A refined Jones polynomial for symmetric unions

Abstract

Motivated by the study of ribbon knots we explore symmetric unions, a beautiful construction introduced by Kinoshita and Terasaka in 1957. For symmetric diagrams $D$ we develop a two-variable refinement $W_{D}(s,t)$ of the Jones polynomial that is invariant under symmetric Reidemeister moves. Here the two variables $s$ and $t$ are associated to the two types of crossings, respectively on and off the symmetry axis. From sample calculations we deduce that a ribbon knot can have essentially distinct symmetric union presentations even if the partial knots are the same.
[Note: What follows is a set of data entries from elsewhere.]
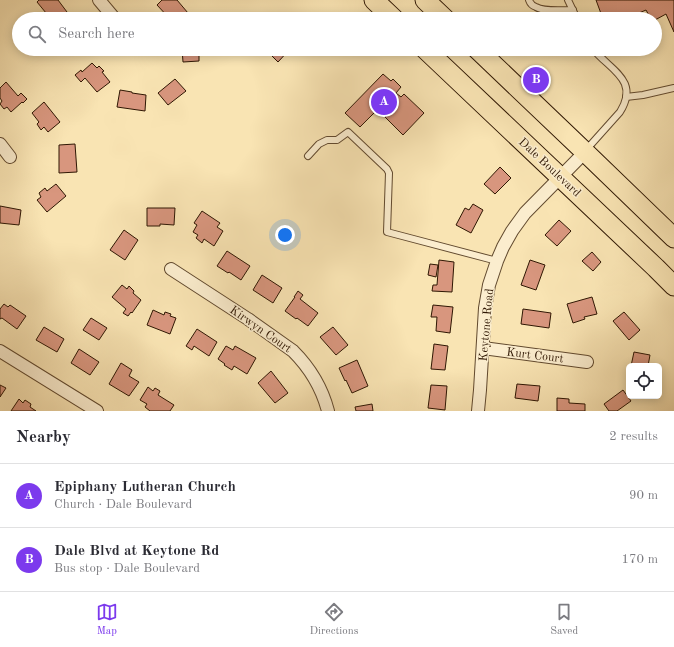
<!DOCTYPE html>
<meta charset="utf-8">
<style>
:root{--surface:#fff;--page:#f7f7f7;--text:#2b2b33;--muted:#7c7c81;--line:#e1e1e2;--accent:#7c3aed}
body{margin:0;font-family:"Old Standard TT",serif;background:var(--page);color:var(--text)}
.controls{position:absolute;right:12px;bottom:12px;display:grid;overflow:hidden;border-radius:6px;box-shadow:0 2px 10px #0003}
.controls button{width:36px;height:36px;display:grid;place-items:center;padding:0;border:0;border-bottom:1px solid var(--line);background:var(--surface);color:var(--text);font:20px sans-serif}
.you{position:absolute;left:285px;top:235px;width:14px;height:14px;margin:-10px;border:3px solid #fff;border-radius:50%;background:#1a73e8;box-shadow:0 0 0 6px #1a73e833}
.badge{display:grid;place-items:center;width:26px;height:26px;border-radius:50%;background:var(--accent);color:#fff;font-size:13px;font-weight:700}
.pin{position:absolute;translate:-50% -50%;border:2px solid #fff;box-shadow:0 1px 4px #0006}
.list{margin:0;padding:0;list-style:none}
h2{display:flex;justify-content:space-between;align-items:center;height:52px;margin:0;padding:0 16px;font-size:17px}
h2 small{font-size:13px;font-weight:400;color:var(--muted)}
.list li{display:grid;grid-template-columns:26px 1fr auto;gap:12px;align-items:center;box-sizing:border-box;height:64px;padding:0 16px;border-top:1px solid var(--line)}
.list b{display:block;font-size:15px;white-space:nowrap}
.list p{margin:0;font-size:13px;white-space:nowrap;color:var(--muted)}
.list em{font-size:13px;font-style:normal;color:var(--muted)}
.icon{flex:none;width:22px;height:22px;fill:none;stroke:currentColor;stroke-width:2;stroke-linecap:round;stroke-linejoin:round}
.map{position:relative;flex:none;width:674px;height:411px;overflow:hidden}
.search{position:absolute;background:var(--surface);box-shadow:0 2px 10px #0003;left:12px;right:12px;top:12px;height:44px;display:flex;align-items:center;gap:10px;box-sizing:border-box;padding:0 14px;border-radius:22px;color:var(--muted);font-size:15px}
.sheet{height:180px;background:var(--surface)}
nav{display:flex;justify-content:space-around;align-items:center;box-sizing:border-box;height:56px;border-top:1px solid var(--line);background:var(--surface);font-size:11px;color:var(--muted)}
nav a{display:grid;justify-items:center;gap:2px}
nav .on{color:var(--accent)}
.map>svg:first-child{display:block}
.building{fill:#d8967e;stroke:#2f1703}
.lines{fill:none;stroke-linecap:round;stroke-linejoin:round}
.lane-casing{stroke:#624a2f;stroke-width:8}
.street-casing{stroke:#624a2f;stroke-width:14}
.primary-casing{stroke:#2f1703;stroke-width:21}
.lane{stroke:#fbedce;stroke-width:6}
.street{stroke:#fbedce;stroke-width:12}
.primary{stroke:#f9e4b3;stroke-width:19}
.labels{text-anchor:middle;stroke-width:3;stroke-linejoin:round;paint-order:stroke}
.street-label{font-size:12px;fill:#2f1703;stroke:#fbedce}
</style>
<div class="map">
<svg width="674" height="411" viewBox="0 0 674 411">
<rect width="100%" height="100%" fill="#f9e4b3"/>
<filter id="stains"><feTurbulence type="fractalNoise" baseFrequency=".005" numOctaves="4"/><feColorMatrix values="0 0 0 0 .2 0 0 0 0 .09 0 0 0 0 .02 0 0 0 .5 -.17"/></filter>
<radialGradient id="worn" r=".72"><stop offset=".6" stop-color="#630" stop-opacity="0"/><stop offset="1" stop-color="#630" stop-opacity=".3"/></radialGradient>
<!-- building -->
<g class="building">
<path d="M39,0H58L67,12L60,19H51L37,2Z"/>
<path d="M162,0H177L188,13L181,19H170L157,5Z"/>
<path d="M596,0H674V32L666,14L655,20V19H651L646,10L625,19H603Z"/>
<path d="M182,49H199V61L183,62Z"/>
<path d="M265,49H290L278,62Z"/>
<path d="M92,63L97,68L99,66L104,71L102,72L110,82L97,92L85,78L81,82L75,75L81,70L82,72Z"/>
<path d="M383,74L391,81L393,79L401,87L396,93L401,97L404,94L424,113L403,135L385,117L387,115L380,107L360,127L345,113Z"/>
<path d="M175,79L186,91L168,105L158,93Z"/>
<path d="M6,82L18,96L21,93L27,99L23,103L22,102L11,112L7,107L4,109L0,104L2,101L0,98V88Z"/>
<path d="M120,90L132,92V93L146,95L145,111L117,107Z"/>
<path d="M44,102L60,122L48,132L44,127L41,130L37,124L39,122L32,113Z"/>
<path d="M75,144L77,172L59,173V145Z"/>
<path d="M500,167L511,178L495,194L484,184Z"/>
<path d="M56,184L66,196L47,212L37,200L41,197L39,193L45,188L47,191Z"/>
<path d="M473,204L483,210L471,233L456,225L465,208L469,210Z"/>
<path d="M0,206L21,210L19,225L0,223Z"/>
<path d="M147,208H175L174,225L160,224V226H147Z"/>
<path d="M202,211L220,223L217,227L223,231L214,246L204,239L202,243L196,238L198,235L193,232L197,225L194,223Z"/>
<path d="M559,220L571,231L557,246L545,235Z"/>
<path d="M124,230L138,240L125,260L110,250Z"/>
<path d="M227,251L250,266L241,280L229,272L228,273L217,266Z"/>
<path d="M592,252L601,262L593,271L582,261Z"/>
<path d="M439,260L454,262L452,292L432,291L433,285H437Z"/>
<path d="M530,260L545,265L536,290L521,285Z"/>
<path d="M430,264L438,265L436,277L428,275Z"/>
<path d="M262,275L282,288L273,303L253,290Z"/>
<path d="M122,285L127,289L129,286L134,291L133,293L141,300L132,313L131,312L128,316L123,313L126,309L112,297Z"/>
<path d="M298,291L303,295L300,299L318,313L308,326L297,318L296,319L285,311L295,297H294Z"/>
<path d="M592,297L597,314L584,317L585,319L573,323L567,304Z"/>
<path d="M4,304L8,307L10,305L26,316L17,329L2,318L0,319V309Z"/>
<path d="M433,305L453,307L450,333L436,331L437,317H431Z"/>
<path d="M523,309L551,313L549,328L521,324Z"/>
<path d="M153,310L164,315L165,312L171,314L170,316L176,318L170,334L147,325Z"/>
<path d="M624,312L640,330L629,340L613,321Z"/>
<path d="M91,318L107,328L99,340L83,330Z"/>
<path d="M44,327L64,339L57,352L36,340Z"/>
<path d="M333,327L348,345L336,355L320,337Z"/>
<path d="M197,329L217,342L209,356L194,346L192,350L186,346Z"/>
<path d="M434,344L448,346L445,370L431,369Z"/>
<path d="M226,346L233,350L235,346L256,358L247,374L234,366L232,370L224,365L225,364L218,359Z"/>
<path d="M79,349L99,362L90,375L71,363Z"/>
<path d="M634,352L650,355L648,366H631Z"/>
<path d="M357,360L368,386L352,393L346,380L345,381L339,368Z"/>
<path d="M121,363L132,370L129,376L139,382L129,396L109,384Z"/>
<path d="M271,371L288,393L275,403L258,383Z"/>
<path d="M517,384L540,386L538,401L515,398Z"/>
<path d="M0,385L6,388L0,397Z"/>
<path d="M431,385L447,386L445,410L428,408Z"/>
<path d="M148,387L153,391L155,388L160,391L158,395L174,405L170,411H150L145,407L147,404L140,400Z"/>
<path d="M623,390L631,401L617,411H609L604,404Z"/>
<path d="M557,398L569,399V403L585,404V411H557Z"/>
<path d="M19,399L23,403L25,400L31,404L30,407L36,411H11Z"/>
<path d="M372,404L373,411H356L355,407Z"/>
</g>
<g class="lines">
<defs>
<g id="lane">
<path d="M529,0C530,3 533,6 536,7C544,12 563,10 573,10"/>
<path d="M568,0L577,19"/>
<path d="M626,97L643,95L674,88"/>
<path d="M586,150L620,112C640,80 610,70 593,49"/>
<path d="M308,156L319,144L327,140H337L348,132L387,169L389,173L387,232L497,261"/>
</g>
<g id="street">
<path d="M99,0L115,19"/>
<path d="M0,144L10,157"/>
<path d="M171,269L248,319L293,351C309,367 322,388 328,411"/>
<path d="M483,348L587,362"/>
<path d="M0,351L97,411"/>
<path d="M478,411L480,390L485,308L489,285L497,261L503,247L512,231L525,213L585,152"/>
</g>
<g id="primary">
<path d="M374,0L394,19"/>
<path d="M425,0L445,19"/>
<path d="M425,49L656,268L674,286"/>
<path d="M477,49L585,152L674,238"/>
</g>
</defs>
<!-- lane casing -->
<use href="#lane" class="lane-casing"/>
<!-- street casing -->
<use href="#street" class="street-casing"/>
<!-- primary casing -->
<use href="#primary" class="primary-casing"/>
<!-- lane -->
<use href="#lane" class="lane"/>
<!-- street -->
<use href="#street" class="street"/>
<!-- primary -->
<use href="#primary" class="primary"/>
</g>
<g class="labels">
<!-- street labels -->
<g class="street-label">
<text transform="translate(550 167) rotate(43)" y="4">Dale Boulevard</text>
<text transform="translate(486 325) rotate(-85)" y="4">Keytone Road</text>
<text transform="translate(261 329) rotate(35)" y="4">Kirwyn Court</text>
<text transform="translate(535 355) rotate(7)" y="4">Kurt Court</text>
</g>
</g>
<rect width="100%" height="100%" filter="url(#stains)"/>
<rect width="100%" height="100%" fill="url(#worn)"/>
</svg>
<div class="controls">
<button><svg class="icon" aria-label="locate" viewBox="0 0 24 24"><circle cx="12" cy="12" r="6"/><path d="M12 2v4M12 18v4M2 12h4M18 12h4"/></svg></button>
</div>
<div class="you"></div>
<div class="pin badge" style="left:384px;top:102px">A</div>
<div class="pin badge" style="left:536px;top:80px">B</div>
<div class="search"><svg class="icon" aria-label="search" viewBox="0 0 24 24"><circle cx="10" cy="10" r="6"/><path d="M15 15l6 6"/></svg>Search here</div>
</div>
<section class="sheet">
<h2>Nearby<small>2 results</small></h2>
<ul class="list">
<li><span class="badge">A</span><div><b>Epiphany Lutheran Church</b><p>Church · Dale Boulevard</p></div><em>90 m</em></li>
<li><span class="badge">B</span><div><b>Dale Blvd at Keytone Rd</b><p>Bus stop · Dale Boulevard</p></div><em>170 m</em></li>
</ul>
</section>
<nav>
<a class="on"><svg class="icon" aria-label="map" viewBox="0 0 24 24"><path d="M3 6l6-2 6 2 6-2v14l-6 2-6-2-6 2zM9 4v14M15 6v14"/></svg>Map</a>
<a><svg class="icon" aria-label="directions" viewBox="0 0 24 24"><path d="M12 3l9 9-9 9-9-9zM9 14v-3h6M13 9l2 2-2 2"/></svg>Directions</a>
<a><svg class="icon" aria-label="saved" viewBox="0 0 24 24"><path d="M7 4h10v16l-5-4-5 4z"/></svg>Saved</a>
</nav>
If $D$ is a symmetric union diagram representing a ribbon knot $K$, then the polynomial $W_{D}(s,t)$ nicely reflects the geometric properties of $K$. In particular it elucidates the connection between the Jones polynomials of $K$ and its partial knots $K_{\pm}$: we obtain $W_{D}(t,t) = V_{K}(t)$ and $W_{D}(-1,t) = V_{K_{-}}(t) \cdot V_{K_{+}}(t)$, which has the form of a symmetric product $f(t) \cdot f(t^{-1})$ reminiscent of the Alexander polynomial of ribbon knots.